Private Equity firms will charge management fees and performance fees on managed assets. The management fee is typically 2% of the managed assets, charged annually. Additionally, the firm will require around a 20% performance fee. Fees are where Private Equity firms make a majority of their profit. For example, a $4 billion fund charging a 2% management fee means the firm will earn $80 million regardless of whether or not it is successful in generating a profit for investors.

What are the Different Types of Private Equity Funds?

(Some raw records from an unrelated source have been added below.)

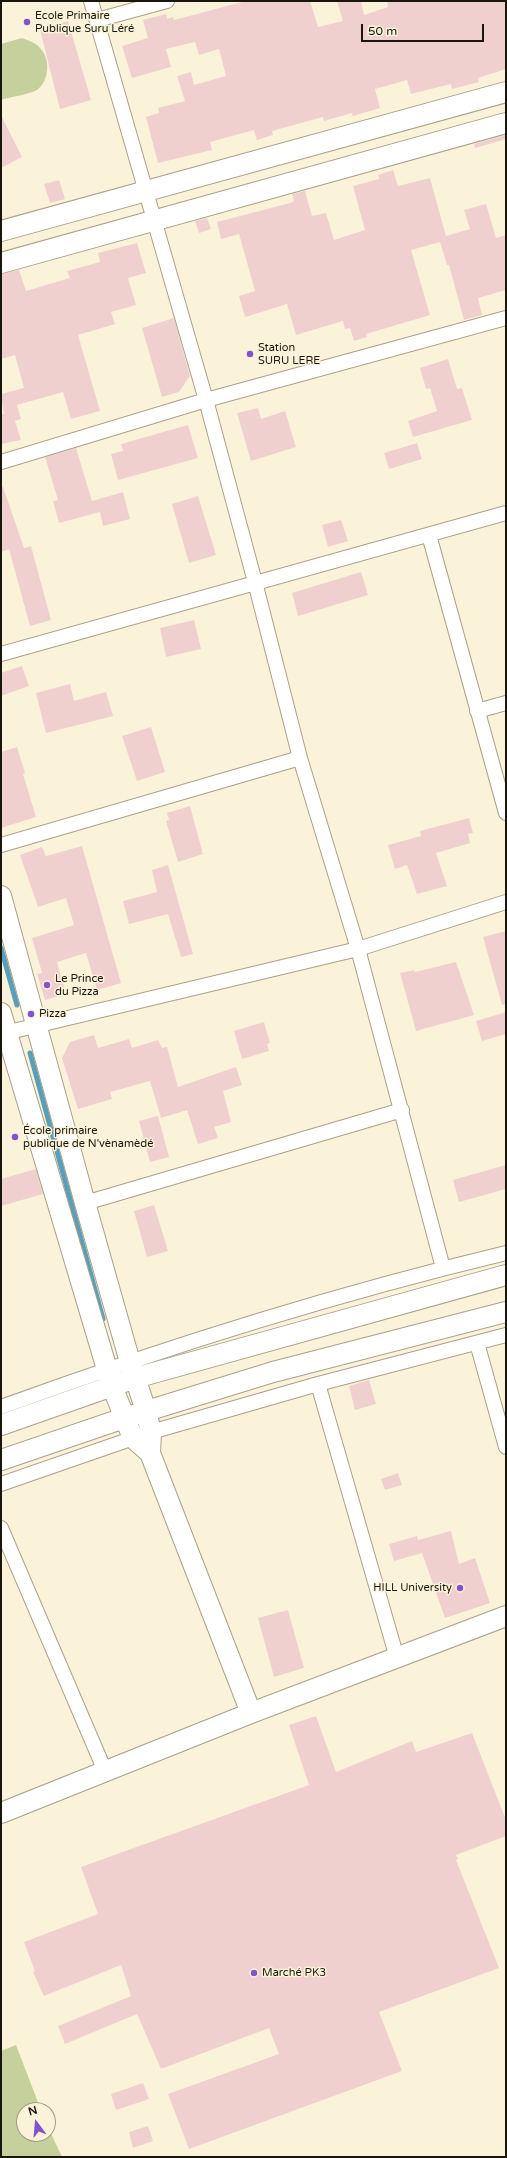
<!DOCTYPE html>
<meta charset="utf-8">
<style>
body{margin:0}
#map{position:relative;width:507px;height:2158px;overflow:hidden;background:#fbf3d9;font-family:"Varela Round",sans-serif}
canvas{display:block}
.frame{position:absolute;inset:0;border:2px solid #19160d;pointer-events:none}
.north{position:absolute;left:16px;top:2102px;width:40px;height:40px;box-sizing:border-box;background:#fbf3d9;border:1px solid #a19b87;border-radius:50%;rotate:344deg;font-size:11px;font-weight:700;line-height:16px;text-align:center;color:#19160d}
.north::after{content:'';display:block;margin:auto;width:14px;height:18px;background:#8353cc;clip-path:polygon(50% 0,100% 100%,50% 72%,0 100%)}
.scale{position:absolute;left:361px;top:24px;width:123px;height:18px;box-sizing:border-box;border:2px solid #19160d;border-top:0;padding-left:5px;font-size:12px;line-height:14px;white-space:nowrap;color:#19160d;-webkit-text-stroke:3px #fbf3d9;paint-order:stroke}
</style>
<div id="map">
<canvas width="507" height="2158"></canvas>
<div class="frame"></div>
<div class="north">N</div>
<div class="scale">50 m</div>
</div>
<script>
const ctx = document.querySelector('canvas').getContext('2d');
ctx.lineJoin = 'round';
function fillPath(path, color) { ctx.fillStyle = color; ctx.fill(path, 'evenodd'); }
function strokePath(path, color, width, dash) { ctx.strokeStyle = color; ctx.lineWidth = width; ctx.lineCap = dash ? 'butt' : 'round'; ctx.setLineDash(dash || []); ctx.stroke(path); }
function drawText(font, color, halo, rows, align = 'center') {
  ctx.font = font + ' "Varela Round",sans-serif'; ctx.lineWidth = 3; ctx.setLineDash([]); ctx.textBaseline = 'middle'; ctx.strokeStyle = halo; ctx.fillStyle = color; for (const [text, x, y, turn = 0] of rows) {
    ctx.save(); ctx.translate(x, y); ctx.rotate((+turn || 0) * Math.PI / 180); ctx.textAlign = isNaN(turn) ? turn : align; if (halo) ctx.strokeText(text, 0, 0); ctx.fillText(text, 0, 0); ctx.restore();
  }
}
fillPath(new Path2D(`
 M 22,38 C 29,41 35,42 40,48 C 51,59 49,81 37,90 C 30,94 10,97 1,100 L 1,44 Z
 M 16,2045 L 41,2110 L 24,2110 L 24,2134 L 48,2134 L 48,2127 L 62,2157 L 1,2157 L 1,2051 Z`), '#c6d09d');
strokePath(new Path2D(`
 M 1,948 L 17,1005
 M 30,1053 L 103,1319`), '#599fb9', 5);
fillPath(new Path2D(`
 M 246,1 L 310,1 L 318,27 L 343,21 L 337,1 L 361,1 L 364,15 L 388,7 L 387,1 L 506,1 L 506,69 L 478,78 L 479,82 L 452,89 L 451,84 L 411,94 L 407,80 L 375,89 L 380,108 L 353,116 L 352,113 L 324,121 L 323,117 L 272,131 L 273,135 L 257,140 L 254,130 L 210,142 L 212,150 L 158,163 L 146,117 L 159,113 L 158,108 L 185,101 L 177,76 L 191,72 L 194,85 L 226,76 L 219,49 L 199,55 L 195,42 L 166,49 L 171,67 L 132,78 L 122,46 L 148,38 L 143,20 L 166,14 L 167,19 L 173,17 L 174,20 Z
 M 68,21 L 91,100 L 60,109 L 40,30 Z
 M 1,115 L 22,157 L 1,168 Z
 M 506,135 L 506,139 L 475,148 L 474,144 Z
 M 393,170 L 398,186 L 430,178 L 446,236 L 470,229 L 464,210 L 486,204 L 496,238 L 506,235 L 506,290 L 478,298 L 482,315 L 464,320 L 449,265 L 447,265 L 440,242 L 411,250 L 430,315 L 366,334 L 367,337 L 354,341 L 350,328 L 345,329 L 343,321 L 296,335 L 287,304 L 245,317 L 239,296 L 255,291 L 239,234 L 221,239 L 217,222 L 290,203 L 294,201 L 292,194 L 305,191 L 312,216 L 326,213 L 334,240 L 365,230 L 353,186 L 379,179 L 378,175 Z
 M 59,180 L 65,199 L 50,203 L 44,184 Z
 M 207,218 L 211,229 L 199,233 L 195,221 Z
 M 137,243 L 146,273 L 128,278 L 136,305 L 111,312 L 115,324 L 78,335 L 100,411 L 71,419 L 63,392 L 17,405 L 21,419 L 15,421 L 21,440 L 1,444 L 1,414 L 4,414 L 1,394 L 24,388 L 15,355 L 1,359 L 1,274 L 19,270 L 26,291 L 70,278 L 67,271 L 100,262 L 98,253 Z
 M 174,318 L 190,376 L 179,392 L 162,397 L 142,328 Z
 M 448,359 L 457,389 L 462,388 L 472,420 L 413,437 L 408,421 L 437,411 L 430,388 L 426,389 L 420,368 Z
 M 258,408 L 261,419 L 285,411 L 296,447 L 251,461 L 237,413 Z
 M 188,425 L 198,458 L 118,480 L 111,454 L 123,451 L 121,444 Z
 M 417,443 L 422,459 L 389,469 L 384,453 Z
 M 76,448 L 92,501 L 123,492 L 130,519 L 103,526 L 100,512 L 59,523 L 53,501 L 58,500 L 45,457 Z
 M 1,487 L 3,487 L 24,548 L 31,546 L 51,620 L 30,626 L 9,549 L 1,552 Z
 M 198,496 L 216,555 L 189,563 L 172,504 Z
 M 341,520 L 348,541 L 328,547 L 322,525 Z
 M 361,572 L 368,595 L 298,616 L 292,593 Z
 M 194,620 L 201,649 L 166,657 L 160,628 Z
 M 22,666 L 29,686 L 1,696 L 1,673 Z
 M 70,684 L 74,701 L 106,692 L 113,716 L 46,733 L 36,693 Z
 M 151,727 L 165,772 L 137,781 L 122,736 Z
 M 17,747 L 25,773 L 23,774 L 36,817 L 1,828 L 1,752 Z
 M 190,806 L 203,854 L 178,862 L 166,821 L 169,820 L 167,813 Z
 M 469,818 L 473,833 L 468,834 L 470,843 L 436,853 L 447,886 L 417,894 L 407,865 L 395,869 L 388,845 L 421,836 L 420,831 Z
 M 82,846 L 121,983 L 97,990 L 86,953 L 57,962 L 66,994 L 45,1000 L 37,974 L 42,973 L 32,938 L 74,925 L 66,898 L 38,907 L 20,855 L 42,847 L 46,856 Z
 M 168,865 L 193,954 L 181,957 L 168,914 L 129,924 L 123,901 L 157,892 L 152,870 Z
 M 506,931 L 506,1004 L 502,1005 L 483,937 Z
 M 456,962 L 474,1015 L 416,1031 L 400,973 L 414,970 L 415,972 Z
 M 506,1012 L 506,1034 L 482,1041 L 476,1021 Z
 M 264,1022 L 270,1043 L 267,1044 L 269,1051 L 242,1059 L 234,1031 Z
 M 94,1035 L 98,1048 L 129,1039 L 132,1048 L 158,1040 L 162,1048 L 167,1047 L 178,1087 L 236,1067 L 242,1085 L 223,1091 L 231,1122 L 214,1127 L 218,1138 L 198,1144 L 187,1110 L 161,1118 L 150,1081 L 110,1092 L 112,1099 L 78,1109 L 62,1058 L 70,1042 Z
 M 158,1116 L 169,1157 L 150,1162 L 139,1121 Z
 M 506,1165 L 506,1189 L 459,1202 L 453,1180 Z
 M 36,1169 L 43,1194 L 1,1206 L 1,1179 Z
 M 154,1205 L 168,1251 L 147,1257 L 134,1211 Z
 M 369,1380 L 376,1404 L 355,1410 L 349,1386 Z
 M 398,1473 L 402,1485 L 385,1490 L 381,1479 Z
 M 451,1531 L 459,1564 L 475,1558 L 490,1603 L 445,1618 L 422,1553 L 394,1561 L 389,1544 L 417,1536 L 418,1540 Z
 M 288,1610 L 304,1668 L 274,1677 L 258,1618 Z
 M 316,1716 L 336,1772 L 412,1741 L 416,1752 L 472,1733 L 506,1820 L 506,1836 L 456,1855 L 458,1859 L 456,1860 L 499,1968 L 379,2012 L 402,2071 L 189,2149 L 168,2094 L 279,2054 L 269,2028 L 161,2069 L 137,2014 L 65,2044 L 58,2026 L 131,1996 L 121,1965 L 44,1996 L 33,1972 L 35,1971 L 24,1942 L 98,1914 L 81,1867 L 309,1785 L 289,1725 Z
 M 143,2083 L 149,2099 L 116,2110 L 111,2094 Z
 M 148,2126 L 153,2141 L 133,2148 L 129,2132 Z`), '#f0d0cf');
const street = new Path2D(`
 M 91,1 L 206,400 L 255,582 L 300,758 L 358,949 L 443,1268
 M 97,20 L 167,1
 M 1,462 L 206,400 L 506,318
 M 429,535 L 506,813
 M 1,654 L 506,513
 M 477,711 L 506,703
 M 1,845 L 300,758
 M 1,1034 L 358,949 L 506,902
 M 85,1203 L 402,1110
 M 477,1343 L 506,1447
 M 318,1384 L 397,1658
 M 1,1407 C 166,1347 335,1294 506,1253
 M 1,1484 L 151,1432 L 318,1384 L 506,1335
 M 1,1528 L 105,1771`);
const secondary = new Path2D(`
 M 1,231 L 506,92
 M 1,263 L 506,123
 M 1,896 L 85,1203 L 130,1362 L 146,1411 L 151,1432 L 150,1453 L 251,1713
 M 1,1013 L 112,1386 L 133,1438 L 150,1453
 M 1,1425 L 135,1378 L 506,1275
 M 1,1460 L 124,1418 L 273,1372 L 506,1312
 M 1,1813 L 251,1713 L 506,1616`);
strokePath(street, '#a9a189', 16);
strokePath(secondary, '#a9a189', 22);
strokePath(street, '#fff', 14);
strokePath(secondary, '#fff', 20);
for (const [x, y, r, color] of [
 [27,22,4,"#8353cc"],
 [250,354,4,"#8353cc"],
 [47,985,4,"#8353cc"],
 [31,1014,4,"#8353cc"],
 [15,1137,4,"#8353cc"],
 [460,1588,4,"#8353cc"],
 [254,1973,4,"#8353cc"]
]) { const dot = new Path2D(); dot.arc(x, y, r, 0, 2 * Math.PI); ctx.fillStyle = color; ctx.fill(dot); strokePath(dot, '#fbf3d9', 1.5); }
drawText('11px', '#19160d', '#fbf3d9', [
 ["Ecole Primaire",35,16],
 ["Publique Suru Léré",35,29],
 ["Station",258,348],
 ["SURU LERE",258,361],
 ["Le Prince",55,979],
 ["du Pizza",55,992],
 ["Pizza",39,1014],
 ["École primaire",23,1131],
 ["publique de N'vènamèdé",23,1144],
 ["HILL University",452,1588,"right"],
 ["Marché PK3",262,1973]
], 'left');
</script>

Below will give a basic overview of the four main types of Private Equity funding:

  1. Distressed funding — Private Equity firms look to invest in underperforming and “distressed” businesses with the intention of coming in and reviving the business by making changes to the company’s management structure, operations, or assets for a profit.
  2. Leveraged Buyouts(LBO) — An LBO is the most popular form of Private Equity funding and is probably the one you have heard of before. In an LBO, the Private Equity firm will buy out a company to improve its financial performance and health, then either resell the company or conduct an IPO. The reason why it is called a “leveraged” buyout is because the firm will typically use debt to finance as much as 90% of the transaction and is transferred to the acquired company’s balance sheet for tax benefits.
  3. Real Estate Private Equity — Private Equity firms will invest in commercial real estate and real estate investment trusts (REIT). A REIT is a company that owns, operates, or finances real estate and pools the capital of numerous investors to allow investors to earn dividends from the real estate investments. Investors will buy shares in commercial real estate portfolios and are generally a steady source of income.
  4. Venture Capital — Venture capital investments are a popular form of Private Equity funding in which investors (also called angels) provide capital to start-up companies or entrepreneurs. This capital can be used to take an idea from a prototype to an actual product or help grow a company to compete in a market.

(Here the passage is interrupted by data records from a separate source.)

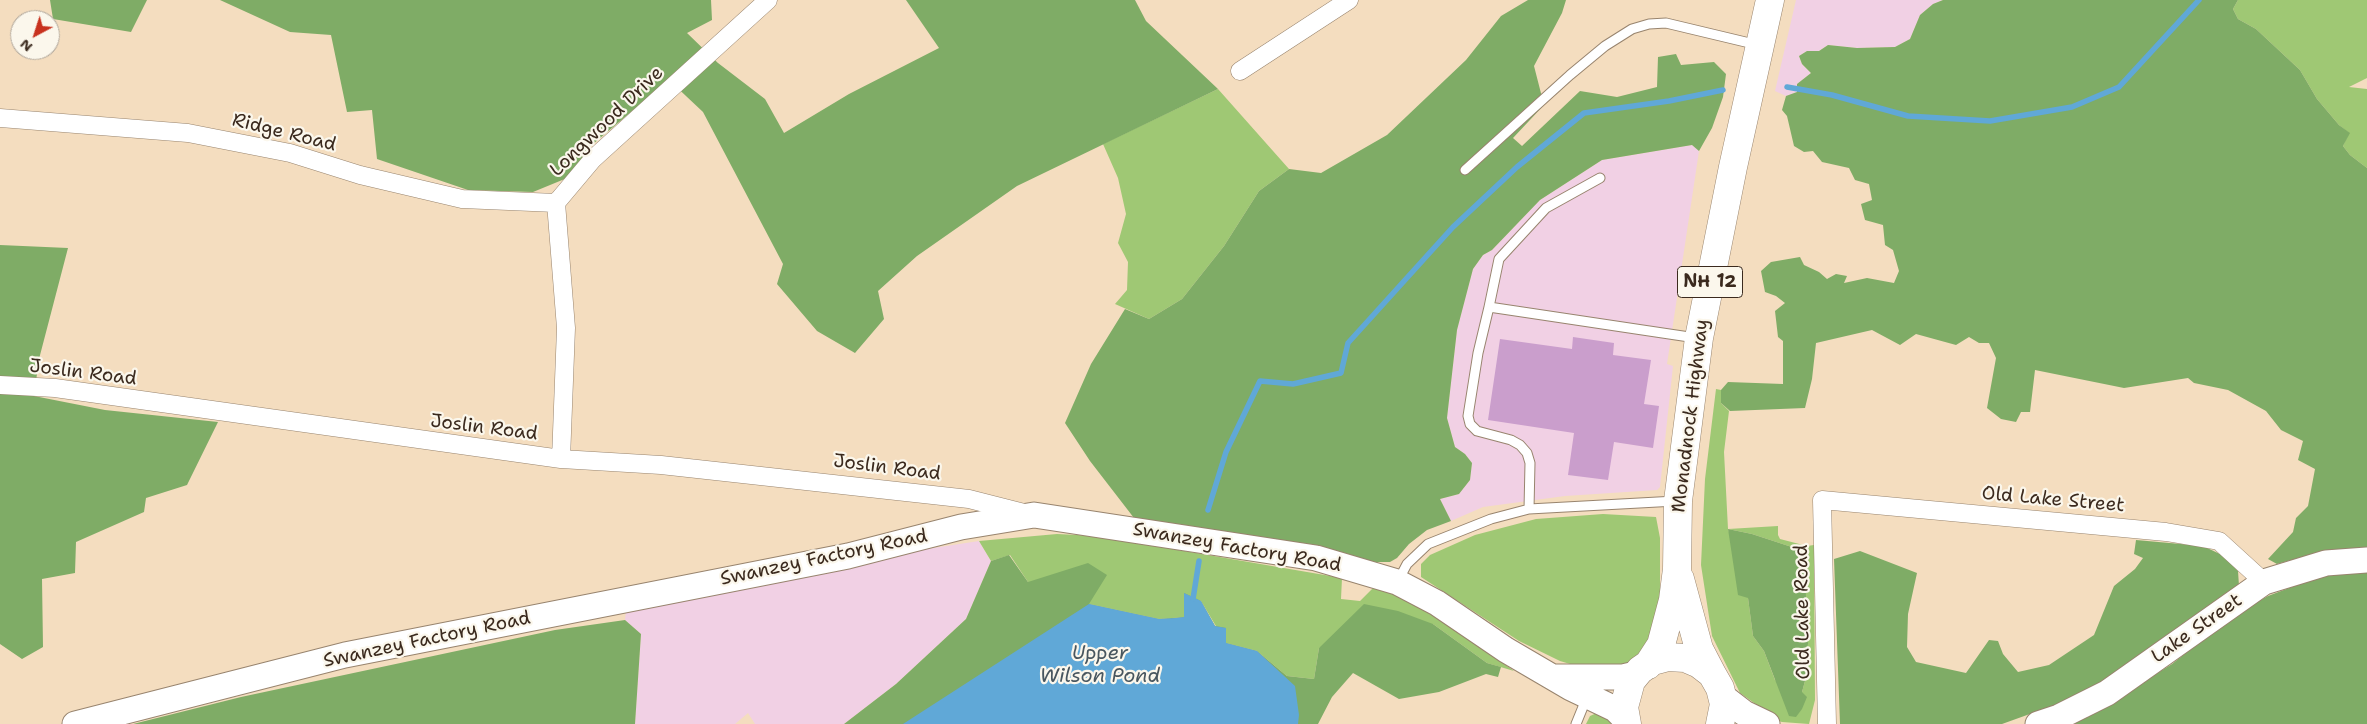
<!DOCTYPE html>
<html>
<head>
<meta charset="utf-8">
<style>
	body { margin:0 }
	#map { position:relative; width:2367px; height:724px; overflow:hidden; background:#f4ddbf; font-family:"Shantell Sans",sans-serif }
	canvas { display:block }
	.north { position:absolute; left:10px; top:10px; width:50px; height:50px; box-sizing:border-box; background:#fbf7ec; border:1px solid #aea59a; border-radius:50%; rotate:220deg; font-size:14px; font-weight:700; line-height:20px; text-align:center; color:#3b2a1e }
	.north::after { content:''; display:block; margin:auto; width:18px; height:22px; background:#c8321e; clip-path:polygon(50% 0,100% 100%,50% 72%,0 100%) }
</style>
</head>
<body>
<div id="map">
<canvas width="2367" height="724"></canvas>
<div class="north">N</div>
</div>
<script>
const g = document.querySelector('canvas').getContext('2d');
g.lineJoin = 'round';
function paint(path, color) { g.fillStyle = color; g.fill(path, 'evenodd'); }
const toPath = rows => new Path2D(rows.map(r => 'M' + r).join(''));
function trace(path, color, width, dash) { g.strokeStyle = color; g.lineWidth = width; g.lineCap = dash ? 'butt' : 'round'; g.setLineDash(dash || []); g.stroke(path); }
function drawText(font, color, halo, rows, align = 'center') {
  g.font = font + ' "Shantell Sans",sans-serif'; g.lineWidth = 4.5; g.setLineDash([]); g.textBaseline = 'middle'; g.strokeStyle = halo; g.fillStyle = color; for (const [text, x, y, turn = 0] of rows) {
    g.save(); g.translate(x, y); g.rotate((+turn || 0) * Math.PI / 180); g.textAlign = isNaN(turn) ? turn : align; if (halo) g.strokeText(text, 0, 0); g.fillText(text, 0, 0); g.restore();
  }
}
paint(toPath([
	[1796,0,1943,0,1933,4,1920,15,1910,39,1895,47,1857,48,1828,45,1819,51,1807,51,1799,56,1802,64,1811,73,1797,84,1797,92,1786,96,1775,91],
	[1692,145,1699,151,1667,364,1673,366,1660,487,1657,490,1565,496,1483,507,1451,521,1440,499,1459,494,1470,480,1472,463,1465,454,1455,447,1447,418,1457,330,1473,269,1483,255,1492,250,1540,200,1602,160],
	[979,541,991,561,966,619,896,684,844,724,755,724,748,713,735,724,635,724,641,634,625,620,626,611,756,587,894,554]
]), '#f1d0e4');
paint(toPath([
	[2238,0,2367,0,2367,78,2349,87,2367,89,2367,168,2350,155,2343,146,2349,133,2339,125,2317,99,2300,70,2256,29,2238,19,2233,9],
	[1218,89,1289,169,1259,191,1224,246,1182,299,1149,319,1115,304,1127,290,1128,262,1118,243,1126,214,1118,178,1103,144],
	[1716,389,1721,390,1721,403,1729,411,1724,452,1728,529,1778,526,1778,535,1780,539,1807,546,1814,545,1815,700,1809,724,1782,722,1762,716,1764,710,1740,693,1712,636,1701,565,1705,479],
	[1728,529,1752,534,1804,551,1804,580,1794,654,1805,681,1802,692,1775,680,1764,651,1753,636,1748,598],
	[1603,514,1656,517,1660,538,1660,621,1633,665,1587,669,1560,661,1519,641,1421,577,1421,564,1430,555,1475,535,1536,519],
	[1057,534,1097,536,1342,578,1341,599,1360,601,1373,588,1401,596,1426,608,1514,671,1487,663,1433,624,1319,648,1314,679,1287,676,1257,651,1226,643,1201,601,1193,599,1185,617,1159,619,1089,604,1028,582,1010,555,991,561,979,541],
	[1599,712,1614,724,1586,724,1590,716]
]), '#9fc874');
paint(toPath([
	[50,0,147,0,131,32,53,19],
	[220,0,711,0,712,20,687,33,718,63,765,99,784,133,849,94,939,48,906,0,1135,0,1146,21,1218,89,1017,186,917,256,878,291,884,319,855,353,817,331,777,284,783,264,703,112,669,80,587,149,572,176,533,192,468,190,377,159,372,110,347,112,331,35,290,32],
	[1528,0,1566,0,1562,13,1534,66,1544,105,1513,138,1522,146,1580,91,1617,97,1657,87,1658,57,1676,54,1681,65,1714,62,1726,74,1723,97,1712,128,1699,151,1692,145,1602,160,1540,200,1492,250,1483,255,1473,269,1457,330,1447,418,1455,447,1465,454,1472,463,1470,480,1459,494,1440,499,1451,521,1427,530,1409,544,1397,558,1390,562,1374,562,1134,518,1090,461,1065,423,1091,364,1125,309,1149,319,1182,299,1224,246,1259,191,1289,169,1321,173,1387,135,1466,60,1501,16],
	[1943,0,2238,0,2233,9,2238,19,2256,29,2300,70,2317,99,2339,125,2350,133,2343,146,2350,155,2367,168,2367,552,2313,554,2277,564,2268,559,2293,532,2296,518,2308,506,2315,469,2298,460,2303,441,2281,430,2266,411,2228,390,2194,383,2188,378,2124,388,2035,370,2030,412,2021,412,2016,422,2001,419,1987,408,1996,358,1989,343,1979,343,1969,337,1956,345,1916,334,1900,345,1872,330,1816,343,1812,379,1805,408,1730,411,1721,403,1721,390,1728,382,1783,384,1783,341,1778,337,1775,311,1785,303,1776,296,1765,292,1761,271,1771,262,1800,257,1804,265,1819,272,1827,279,1836,274,1847,276,1844,283,1867,278,1894,283,1899,271,1893,250,1885,245,1883,225,1865,220,1861,204,1872,200,1869,184,1855,180,1849,168,1822,162,1813,151,1804,152,1794,146,1787,116,1782,110,1786,96,1797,92,1797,84,1811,73,1802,64,1799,56,1807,51,1819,51,1828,45,1857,48,1895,47,1910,39,1920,15,1933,4],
	[0,245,68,248,39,359,34,396,105,410,218,422,187,485,146,498,144,512,76,542,75,573,42,579,43,647,22,659,0,644],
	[1728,529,1752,534,1804,551,1808,644,1805,652,1794,654,1806,666,1805,681,1802,692,1807,697,1802,709,1796,717,1789,716,1764,651,1753,636,1748,598,1738,595],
	[2136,540,2203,546,2222,555,2238,571,2239,586,2120,673,2066,701,2002,724,1840,724,1834,559,1860,551,1917,573,1908,614,1907,647,1916,662,1966,673,1989,640,1998,641,2003,654,2018,672,2049,665,2094,635,2114,586,2135,569,2143,558,2134,554],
	[1009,555,1028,582,1088,563,1107,575,1089,604,1159,619,1184,617,1184,593,1201,601,1215,626,1226,628,1226,643,1257,651,1287,676,1314,679,1319,648,1364,604,1398,611,1433,624,1487,663,1501,667,1498,677,1486,674,1439,692,1399,699,1353,673,1332,697,1318,724,844,724,896,684,966,619,991,561],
	[2367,568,2367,724,2067,724,2108,704,2172,664,2232,616,2268,596,2318,577],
	[625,620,641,634,635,724,133,724,241,697,555,630]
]), '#7fac66');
paint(toPath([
	[1184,593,1201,601,1215,626,1226,628,1226,643,1257,651,1295,686,1299,715,1298,724,903,724,1089,604,1159,619,1176,618,1184,617]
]), '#60a8d7');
trace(toPath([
	[1787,87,1832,95,1908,116,1990,121,2072,107,2119,87,2199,0],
	[1208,510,1226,452,1260,381,1293,384,1341,373,1348,343,1453,227,1517,167,1584,113,1669,101,1723,90],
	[1193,599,1199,561]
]), '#60a8d7', 5.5);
paint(toPath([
	[1573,337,1614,343,1613,355,1651,360,1644,404,1659,406,1653,448,1614,442,1608,480,1568,475,1574,433,1488,420,1500,339,1572,349]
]), '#ca9ecc');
const lane = toPath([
	[1465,170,1570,75,1605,46,1632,29,1649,24,1666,23,1758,45],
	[1600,178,1546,208,1499,259,1489,307,1696,338],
	[1489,307,1478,353,1468,416,1470,424,1477,431,1511,440,1520,445,1527,453,1530,463,1529,509],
	[1398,581,1407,564,1428,544,1491,519,1529,509,1676,501],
	[1576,724,1587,697]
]);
const street = toPath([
	[1240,71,1349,0],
	[0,118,188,133,290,153,360,175,462,199,556,203],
	[0,385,55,388,561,459,661,465,969,499,1024,513],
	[561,459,566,328,556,203,593,159,768,0],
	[1827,724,1822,500,2166,532,2219,541,2264,582]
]);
const secondary = toPath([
	[1554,677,1623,677,1636,674],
	[1722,696,1744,713,1767,724],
	[75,724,345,655,848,556,961,527,1034,515,1316,558,1397,582,1437,603,1506,650,1571,688,1615,709,1626,720],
	[2038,724,2059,717,2107,693,2264,582,2326,563,2367,560]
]);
const highway = toPath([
	[1680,579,1699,649,1712,674],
	[1648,665,1661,645,1673,600,1677,569,1678,501,1699,338,1733,167,1770,0],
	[1627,724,1624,707,1631,681,1640,670,1653,661,1668,657,1685,658,1699,664,1712,674,1720,688,1724,704,1720,724]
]);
trace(lane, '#98846e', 11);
trace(street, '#98846e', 19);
trace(secondary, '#98846e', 27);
trace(highway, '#98846e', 29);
trace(lane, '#fff', 9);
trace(street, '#fff', 18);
trace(secondary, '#fff', 25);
trace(highway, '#fff', 28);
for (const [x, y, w] of [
	[1710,282,65]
]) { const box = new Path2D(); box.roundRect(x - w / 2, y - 15.5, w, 31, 4); g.fillStyle = '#fbf7ec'; g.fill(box); trace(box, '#3b2a1e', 1); }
drawText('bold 18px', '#3b2a1e', null, [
	["NH 12",1710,282]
]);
drawText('19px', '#3b2a1e', '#fbf7ec', [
	["Longwood Drive",607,122,-44],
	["Ridge Road",284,133,14],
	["Joslin Road",83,373,7],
	["Monadnock Highway",1691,416,-83],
	["Joslin Road",484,428,7],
	["Joslin Road",887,468,7],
	["Old Lake Street",2053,500,5],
	["Swanzey Factory Road",1237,548,10],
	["Swanzey Factory Road",824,558,-12],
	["Old Lake Road",1803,612,-91],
	["Lake Street",2197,629,-35],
	["Swanzey Factory Road",427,640,-12]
]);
drawText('italic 20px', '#48565f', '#fbf7ec', [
	["Upper",1100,654],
	["Wilson Pond",1100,677]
]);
</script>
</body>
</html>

Breaking into Private Equity

Most professionals break into Private Equity after working 2–3 years as an analyst at an Investment Bank and are looking to transition into the buy-side. The majority of Private Equity hires are:

  • Investment Banking Analysts at a bulge bracket or elite boutique bank
  • Undergraduates for junior-level roles, such as Private Equity Analysts
  • Professionals who worked at a different Private Equity firm

The positions at Private Equity firms are more limited than at Investment Banks and therefore very competitive. The timeline for on-cycle Private Equity recruitment begins essentially just a few months into starting as an analyst at a bulge bracket or elite boutique bank. The process is very quick, with funds interviewing and handing out offers within a matter of days. Though after receiving an offer, hires will continue to work at the bank and not start at their new position for up to two years. For many Investment Banking Analysts, the switch to Private Equity means better pay, more meaningful work, and a better work/life balance. Overall, the path to Private Equity is quite streamlined but rewarding for those who are looking for exit opportunities from Investment Banking.